Lucy continued to work on the bio detection projects for many years until finally retiring herself at about 10 years old. I don’t recall this being Rob’s or Claire Guest’s choice as such, but one that Lucy made quite clear. Once retired, not much changed for her in terms of her routine. She continued to come into the office, make her presence known and go home again. She enjoyed many holidays, staying with friends and family and endless walks which usually ended in her swimming away from me or rolling in something dead. On her 10th birthday she walked the 10 miles around Derwent Dam in the Peak District. She loved to swim, given any opportunity she would be in the water. She has always been blamed for teaching the dogs I trained as Assistance Dogs for encouraging them to love water too. One of her favourite past times was to hunt moorhens. She would spend ages swimming around after them and I know anyone who has walked Lucy will have spent large amounts of time, waiting for her to get out. I have been close to retrieving her from many lakes, because she only comes out when she is ready, or near to hypothermia.
She developed many nick names over the years, not all of which I can tell you about as they are not family friendly. The ones that stuck the most were : ‘Bad Lady’ ‘Bibidi bob is hob nob’ and ‘what the bloody hell do you think you are doing?’
I have lost count of the Medical Detection Dogs that Lucy and I have had in our lives, all of which she accepted/tolerated. However, her best friend will always be Magic, partnered with Claire Pesterfield. If I ever said to Lucy “do you want to see Magic?” she would
One thing Lucy very much enjoyed doing, was sniffing men’s crotches. Rob tells me this is because she learnt to detect cancer from urine samples. On my first date with my late partner, Lucy slipped her lead, ran over to him and introduced herself to his crotch, with me shouting “she just likes urine”. Sometimes I question Rob’s statements…
Whenever I worked away or was on holiday, Lucy was cared for by one of our lovely volunteers.

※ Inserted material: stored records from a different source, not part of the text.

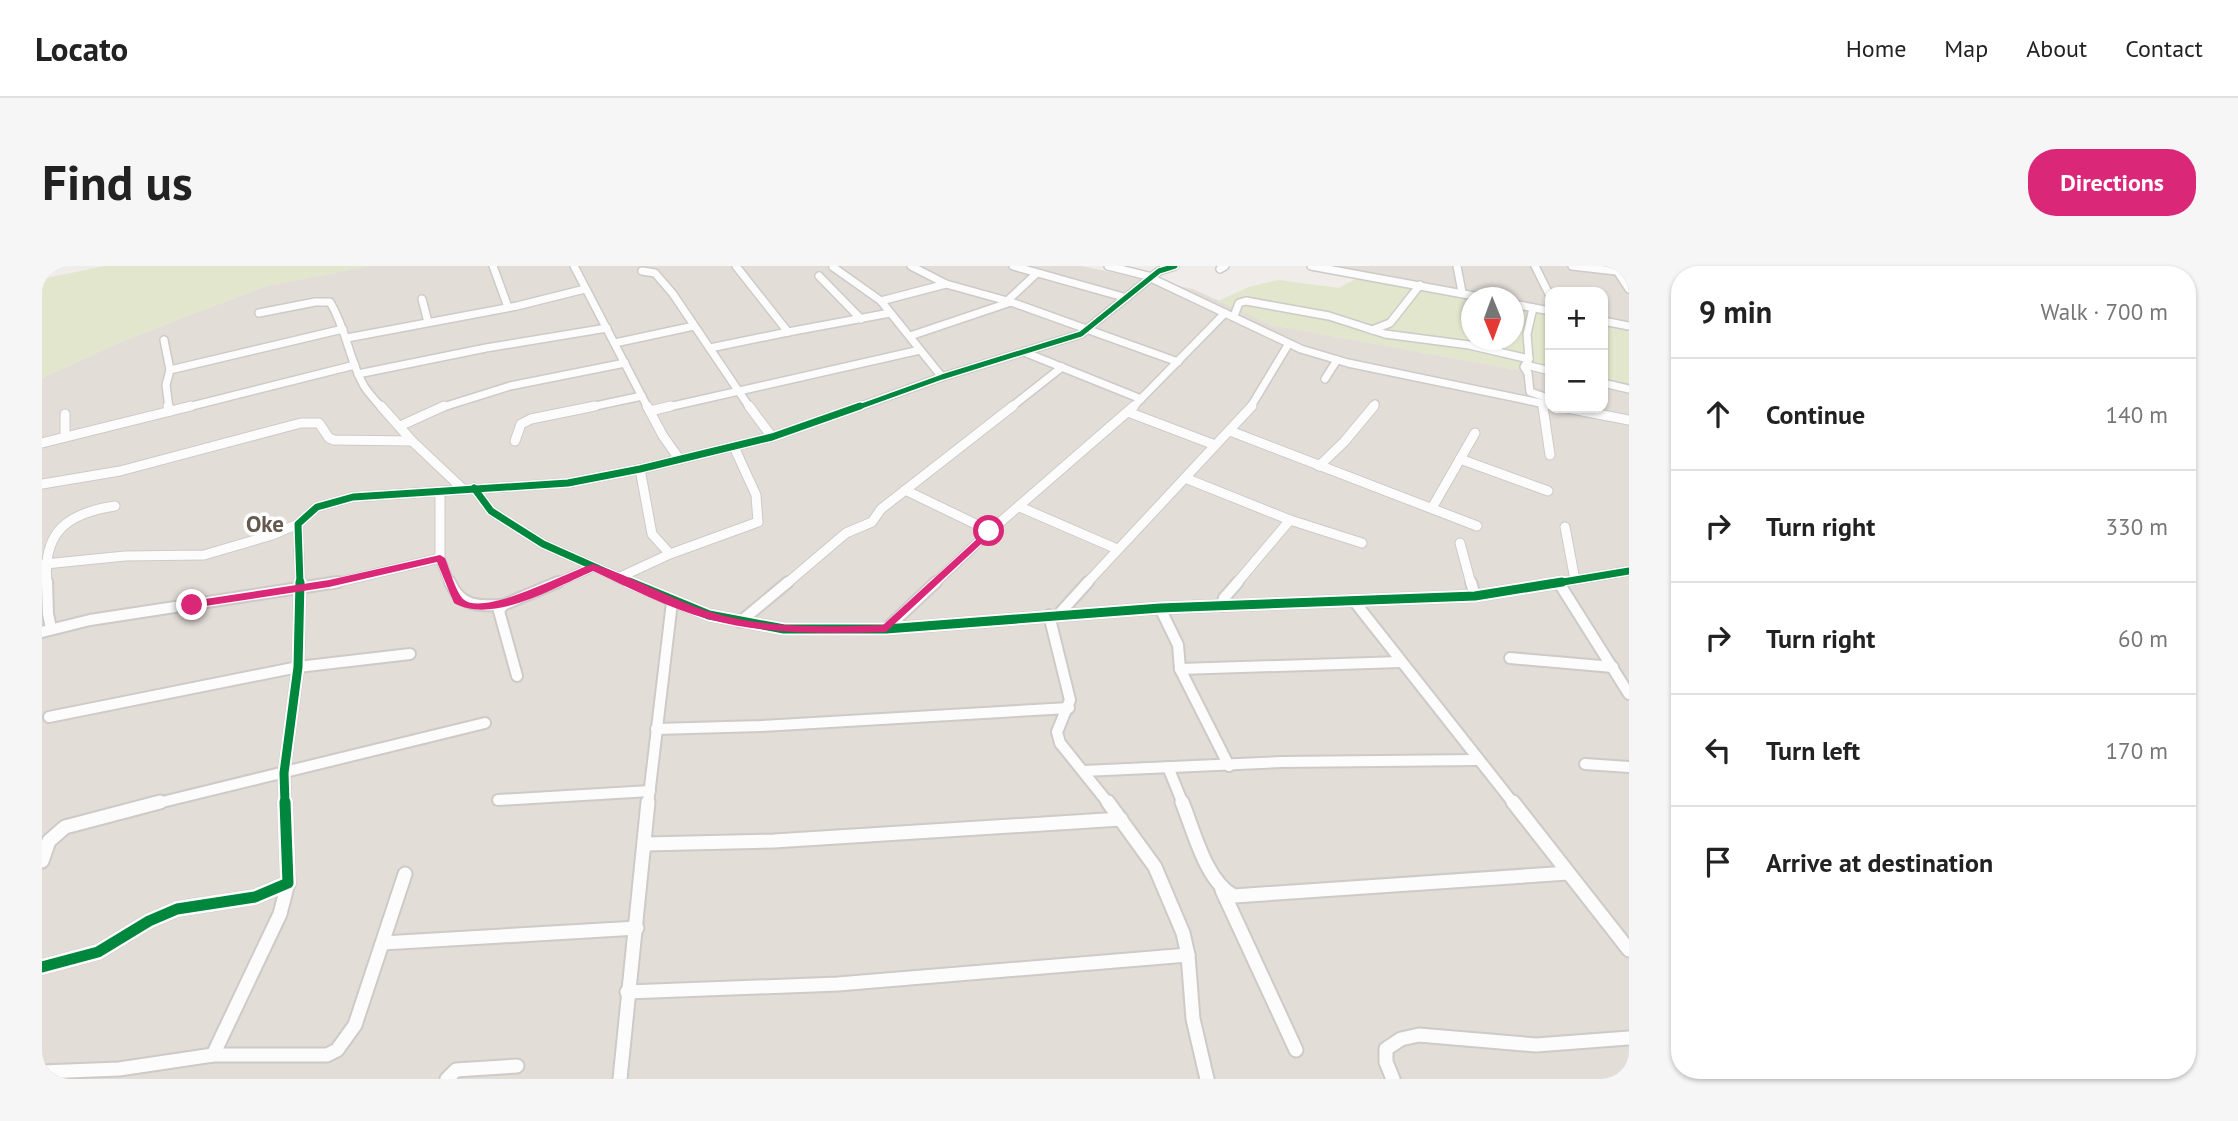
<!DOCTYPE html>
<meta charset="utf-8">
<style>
body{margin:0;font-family:"PT Sans",sans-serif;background:#f6f6f6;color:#222}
.controls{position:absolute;right:21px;top:21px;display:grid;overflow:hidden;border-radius:14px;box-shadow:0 2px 5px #0004}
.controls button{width:63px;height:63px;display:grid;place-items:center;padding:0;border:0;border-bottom:2px solid #e0e0e0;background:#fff;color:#222;font:35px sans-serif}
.compass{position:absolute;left:1419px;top:21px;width:63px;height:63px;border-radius:50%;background:#fff;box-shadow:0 2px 5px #0004;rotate:179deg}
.stop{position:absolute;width:21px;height:21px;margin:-16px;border:5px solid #db2777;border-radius:50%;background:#fff}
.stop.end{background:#db2777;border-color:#fff;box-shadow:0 2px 7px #0008}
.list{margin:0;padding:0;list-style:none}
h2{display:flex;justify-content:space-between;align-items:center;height:91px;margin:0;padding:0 28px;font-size:30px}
h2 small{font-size:23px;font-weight:400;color:#767676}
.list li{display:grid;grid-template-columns:46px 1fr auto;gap:21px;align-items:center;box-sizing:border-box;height:112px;padding:0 28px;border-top:2px solid #e0e0e0}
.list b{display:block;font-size:26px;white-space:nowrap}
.list em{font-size:23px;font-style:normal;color:#767676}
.icon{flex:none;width:38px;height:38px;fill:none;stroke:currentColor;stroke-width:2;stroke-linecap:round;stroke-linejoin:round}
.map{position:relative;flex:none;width:1587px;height:813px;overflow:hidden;border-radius:28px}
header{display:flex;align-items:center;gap:42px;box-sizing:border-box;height:98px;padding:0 35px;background:#fff;border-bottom:2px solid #e0e0e0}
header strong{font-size:33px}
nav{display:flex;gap:38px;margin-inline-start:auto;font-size:24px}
.intro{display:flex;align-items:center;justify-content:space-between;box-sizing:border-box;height:168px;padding:0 42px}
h1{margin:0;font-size:49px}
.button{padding:18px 32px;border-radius:28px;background:#db2777;color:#fff;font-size:24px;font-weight:700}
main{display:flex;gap:42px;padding:0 42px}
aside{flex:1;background:#fff;border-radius:28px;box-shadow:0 2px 5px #0004}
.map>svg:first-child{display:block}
.residential{fill:#e3ddd8}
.green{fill:#e1e6cc}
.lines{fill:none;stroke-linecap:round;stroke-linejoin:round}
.minor-far3-casing{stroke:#cdcac8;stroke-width:10}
.minor-far2-casing{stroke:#cdcac8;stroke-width:11}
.minor-far1-casing{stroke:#cdcac8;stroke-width:14}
.minor-casing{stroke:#cdcac8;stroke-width:17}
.minor-far3{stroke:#fdfcfc;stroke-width:7}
.minor-far2{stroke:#fdfcfc;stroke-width:9}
.minor-far1{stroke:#fdfcfc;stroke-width:10}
.minor{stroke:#fdfcfc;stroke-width:13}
.cycleway-far3-casing{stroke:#fff;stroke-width:8}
.cycleway-far2-casing{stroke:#fff;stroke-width:10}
.cycleway-far1-casing{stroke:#fff;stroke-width:13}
.cycleway-casing{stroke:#fff;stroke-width:16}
.cycleway-far3{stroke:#00873e;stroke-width:5}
.cycleway-far2{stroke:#00873e;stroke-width:7}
.cycleway-far1{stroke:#00873e;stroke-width:9}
.cycleway{stroke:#00873e;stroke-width:11}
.route{fill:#db2777}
.labels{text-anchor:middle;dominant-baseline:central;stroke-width:7;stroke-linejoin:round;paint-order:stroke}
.quarter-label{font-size:23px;font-weight:bold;fill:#65584f;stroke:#fff}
</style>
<header>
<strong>Locato</strong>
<nav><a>Home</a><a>Map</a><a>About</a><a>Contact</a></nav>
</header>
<div class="intro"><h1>Find us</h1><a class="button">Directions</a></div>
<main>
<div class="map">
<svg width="1587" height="813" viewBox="0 0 1587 813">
<rect width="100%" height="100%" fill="#efecea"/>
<g class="residential">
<polygon points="327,0 1039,0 1151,23 1230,59 1508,110 1508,142 1561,142 1561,120 1587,125 1587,813 0,813 0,112 83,74 224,20"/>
<polygon points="1270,0 1587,0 1587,61 1561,56 1561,26 1508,26 1508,46 1472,39 1472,32 1433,31"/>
</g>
<g class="green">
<polygon points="63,0 327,0 224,20 83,74 0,112 0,13"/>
<polygon points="1319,10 1430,32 1430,74 1472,74 1472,39 1508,46 1508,110 1230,59 1176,35 1207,21 1236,14 1297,22"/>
<polygon points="1561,56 1587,61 1587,125 1561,120"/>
</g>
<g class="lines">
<g class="minor-far3-casing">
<g id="minor-far3">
<polyline points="451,0 466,41"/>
<polyline points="532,0 606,142"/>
<polyline points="694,0 746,66 848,47"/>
<polyline points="869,0 904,18 969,36 1136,96"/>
<polyline points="971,0 1085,32"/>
<polyline points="1066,0 1110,11"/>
<polyline points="1269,0 1443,32"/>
<polyline points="1415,0 1420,26"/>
<polyline points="1493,0 1508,30"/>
<polyline points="1530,0 1574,5"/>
<polyline points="1572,0 1587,23"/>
<polyline points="791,1 839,35 900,111"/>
<polyline points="1178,3 1183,0"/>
<polyline points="600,5 613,7 631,28 708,142"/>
<polyline points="777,10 819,53"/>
<polyline points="1109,12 1259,83 1306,97 1508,139"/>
<polyline points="380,33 386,56"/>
<polyline points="839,35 904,18"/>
<polyline points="965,35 994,8"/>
<polyline points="1472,38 1508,45"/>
<polyline points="1491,42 1485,68 1487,93 1482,101 1486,107 1488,126 1503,131 1505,139 1501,142"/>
<path d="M217 47 273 36H288C305 64 307 94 322 120 327 128 334 135 340 142"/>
<polyline points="1192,50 1197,37 1204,35 1287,50 1343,68 1427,79 1487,93"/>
<polyline points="1561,55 1587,60"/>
<polyline points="1330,64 1348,57 1378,19"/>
<polyline points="868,70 969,36"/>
<polyline points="305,72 475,40 543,23"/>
<polyline points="122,74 128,104"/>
<polyline points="573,77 652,60"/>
<polyline points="668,82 746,66"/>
<polyline points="982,86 1099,133"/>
<polyline points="1484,99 1508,105"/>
<polyline points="316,108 444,82 565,62"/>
<polyline points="1283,113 1295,94"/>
<polyline points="1561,117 1587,123"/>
<polyline points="127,142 124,119 128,104 301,63"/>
<polyline points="142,142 313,99"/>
<polyline points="398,142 468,120 583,97"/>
<polyline points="544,142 600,130"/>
<polyline points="622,142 878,84"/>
<polyline points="814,142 900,111 1039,68 1117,5 1133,0"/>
<polyline points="968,142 1020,101"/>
<polyline points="1090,142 1183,47"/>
<polyline points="1208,142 1246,79"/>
<polyline points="1330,142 1333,138"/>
</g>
</g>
<g class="minor-far2-casing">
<g id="minor-far2">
<polyline points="126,140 128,145"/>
<polyline points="339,140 370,175 422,224"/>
<polyline points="605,140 621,170 638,194"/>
<polyline points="707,140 730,171"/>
<polyline points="1503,140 1501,141 1508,189"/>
<polyline points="1525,142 1587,154"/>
<polyline points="608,145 629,140"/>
<polyline points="1086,146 1173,179"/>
<polyline points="23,148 23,171"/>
<polyline points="358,160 402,140"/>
<polyline points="1188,165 1435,260"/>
<polyline points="473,175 479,158 489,153 553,140"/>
<polyline points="0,177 149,140"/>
<polyline points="1418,193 1506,225"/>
<polyline points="1277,200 1302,176 1332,140"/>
<polyline points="598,203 610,268 628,288"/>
<polyline points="1143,212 1248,254 1320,277"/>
<polyline points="0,218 78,205 259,157 277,157 287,172 292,174 370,175"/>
<polyline points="432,222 449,245 501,278 591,318"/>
<polyline points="863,224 948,265"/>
<polyline points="978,241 1075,283"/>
<polyline points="1390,242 1433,167"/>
<polyline points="1523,261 1533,314"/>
<polyline points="1418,277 1429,318"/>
<polyline points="398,292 408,318"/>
<polyline points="3,298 83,290 162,289 230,269 256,258"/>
<polyline points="576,312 628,288 716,256 714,229 692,181"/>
<path d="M5 318C0 265 26 247 73 240"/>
<polyline points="258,318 256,258 275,241 311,231 526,217 598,203 730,171 818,140"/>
<polyline points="289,318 398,292 398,225"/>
<polyline points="512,318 551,301"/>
<polyline points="744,318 804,267 830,256 839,243 971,140"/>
<polyline points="892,318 948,265 1092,140"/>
<polyline points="1044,318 1210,140"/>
<polyline points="1194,318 1248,254"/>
<polyline points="1509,318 1587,305"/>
</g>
</g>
<g class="minor-far1-casing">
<g id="minor-far1">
<polyline points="5,316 6,348 9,362"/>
<path d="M408 316C419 341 436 340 461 339"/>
<polyline points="587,316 667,349 742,363 844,363 1118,342 1433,330 1520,316"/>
<polyline points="1429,316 1433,330"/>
<polyline points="1517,317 1587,428"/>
<polyline points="1312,335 1472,538"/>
<polyline points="1180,340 1182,332 1196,316"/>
<polyline points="1118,342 1136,379 1138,403 1187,500"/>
<polyline points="1017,348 1046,316"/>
<polyline points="1007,349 1028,434 1015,466 1018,477 1067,538"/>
<polyline points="698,356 746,316"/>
<polyline points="844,363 894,316"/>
<polyline points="0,366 48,354 296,316"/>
<polyline points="1468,392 1571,401"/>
<polyline points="1138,403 1359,396"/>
<polyline points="475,410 457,345 461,339 516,316"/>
<polyline points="7,451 256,401 368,388"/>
<polyline points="614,463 719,460 1027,442"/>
<polyline points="1543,498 1587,501"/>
<polyline points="1126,501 1141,538"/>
<polyline points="1041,505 1239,496 1436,494"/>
<polyline points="456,534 608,525"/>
<polyline points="112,538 443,457"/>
<polyline points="243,538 242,507 256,401 258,316"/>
<polyline points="606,538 630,336"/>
</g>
</g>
<g class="minor-casing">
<g id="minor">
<polyline points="1066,536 1113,601 1141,667 1146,689 1151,753 1165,813"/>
<path d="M1140 536C1152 565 1164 616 1192 630L1526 607"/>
<polyline points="1471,536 1587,684"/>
<polyline points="604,578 732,575 1079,553"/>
<polyline points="0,595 7,575 23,561 118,536"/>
<polyline points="1180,624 1254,784"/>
<polyline points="341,677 595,662"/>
<polyline points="0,701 56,686 107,655 135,643 213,631 246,617 243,536"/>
<polyline points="585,726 796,718 1146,689"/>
<polyline points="171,789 238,648 246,617"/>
<polyline points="0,806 77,803 171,789 285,789 295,784 313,759 363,608"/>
<polyline points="405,813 414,804 475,800"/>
<polyline points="578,813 606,536"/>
<polyline points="1351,813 1344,796 1344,783 1359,773 1377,769 1494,779 1587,772"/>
</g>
</g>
<use href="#minor-far3" class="minor-far3"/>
<use href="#minor-far2" class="minor-far2"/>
<use href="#minor-far1" class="minor-far1"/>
<use href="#minor" class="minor"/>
<g class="cycleway-far3-casing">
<polyline id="cycleway-far3" points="814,142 900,111 1039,68 1117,5 1133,0"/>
</g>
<g class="cycleway-far2-casing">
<g id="cycleway-far2">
<polyline points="432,222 449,245 501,278 591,318"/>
<polyline points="258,318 256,258 275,241 311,231 526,217 598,203 730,171 818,140"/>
<polyline points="1509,318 1587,305"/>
</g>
</g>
<g class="cycleway-far1-casing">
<g id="cycleway-far1">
<polyline points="587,316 667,349 742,363 844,363 1118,342 1433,330 1520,316"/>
<polyline points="243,538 242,507 256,401 258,316"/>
</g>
</g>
<g class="cycleway-casing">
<polyline id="cycleway" points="0,701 56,686 107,655 135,643 213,631 246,617 243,536"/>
</g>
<use href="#cycleway-far3" class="cycleway-far3"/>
<use href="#cycleway-far2" class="cycleway-far2"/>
<use href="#cycleway-far1" class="cycleway-far1"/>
<use href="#cycleway" class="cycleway"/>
</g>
<path class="route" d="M947 262 952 265 951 267 844 366C784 368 725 369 666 353 626 342 588 322 551 305 513 321 451 359 412 337L395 296 287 321 150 342 145 339 150 335 287 314 398 289 403 292C408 304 413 324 421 333 441 352 527 305 551 298 590 310 626 332 665 345 721 363 783 361 841 359Z"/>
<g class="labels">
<g class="quarter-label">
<text x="223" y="257">Oke</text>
</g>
</g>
</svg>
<div class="controls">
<button>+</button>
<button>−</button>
</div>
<svg class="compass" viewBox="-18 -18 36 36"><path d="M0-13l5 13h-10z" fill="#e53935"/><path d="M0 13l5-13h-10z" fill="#767676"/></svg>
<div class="stop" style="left:947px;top:265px"></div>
<div class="stop end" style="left:150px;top:339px"></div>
</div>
<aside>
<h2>9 min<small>Walk · 700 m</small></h2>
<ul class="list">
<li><svg class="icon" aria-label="ahead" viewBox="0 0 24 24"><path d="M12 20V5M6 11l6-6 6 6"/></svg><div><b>Continue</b></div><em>140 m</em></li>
<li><svg class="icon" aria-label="right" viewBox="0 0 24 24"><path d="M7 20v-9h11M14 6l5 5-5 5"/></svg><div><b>Turn right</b></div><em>330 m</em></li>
<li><svg class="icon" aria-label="right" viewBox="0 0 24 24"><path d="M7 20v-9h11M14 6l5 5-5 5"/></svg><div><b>Turn right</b></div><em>60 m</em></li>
<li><svg class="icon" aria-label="left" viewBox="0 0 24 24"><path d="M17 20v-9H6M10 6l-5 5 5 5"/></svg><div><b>Turn left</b></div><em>170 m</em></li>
<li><svg class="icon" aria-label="arrive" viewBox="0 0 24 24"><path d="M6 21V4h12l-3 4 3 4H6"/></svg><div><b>Arrive at destination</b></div></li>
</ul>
</aside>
</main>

I would particularly like to thank Tina Lee and Jean Knowles, who looked after her on many occasions, she was very happy to spend time with you. I would also like thank Luke and Hampdens Veterinary surgery for his years of thoughtful care towards Lucy and apologies for the most difficult tooth extraction of your career. Lastly, thank you to MDD for bringing us together.
In recent years, Lucy was there by my side through very difficult times. Her attitude, sheer determination and tenacious personality will remain with me, and anyone else who knew her, forever.
Lucy had a habit of doing what she wanted to, when she wanted to. Some would call this stubborn, personally I think she was a feminist with an unknown hearing impairment and hatred of moorhens.
I have thought a lot about what I learnt from the years of having such a ridiculous dog in my life, and it comes back to the ethos of the charity. It is not what we teach dogs, but what we can learn from them.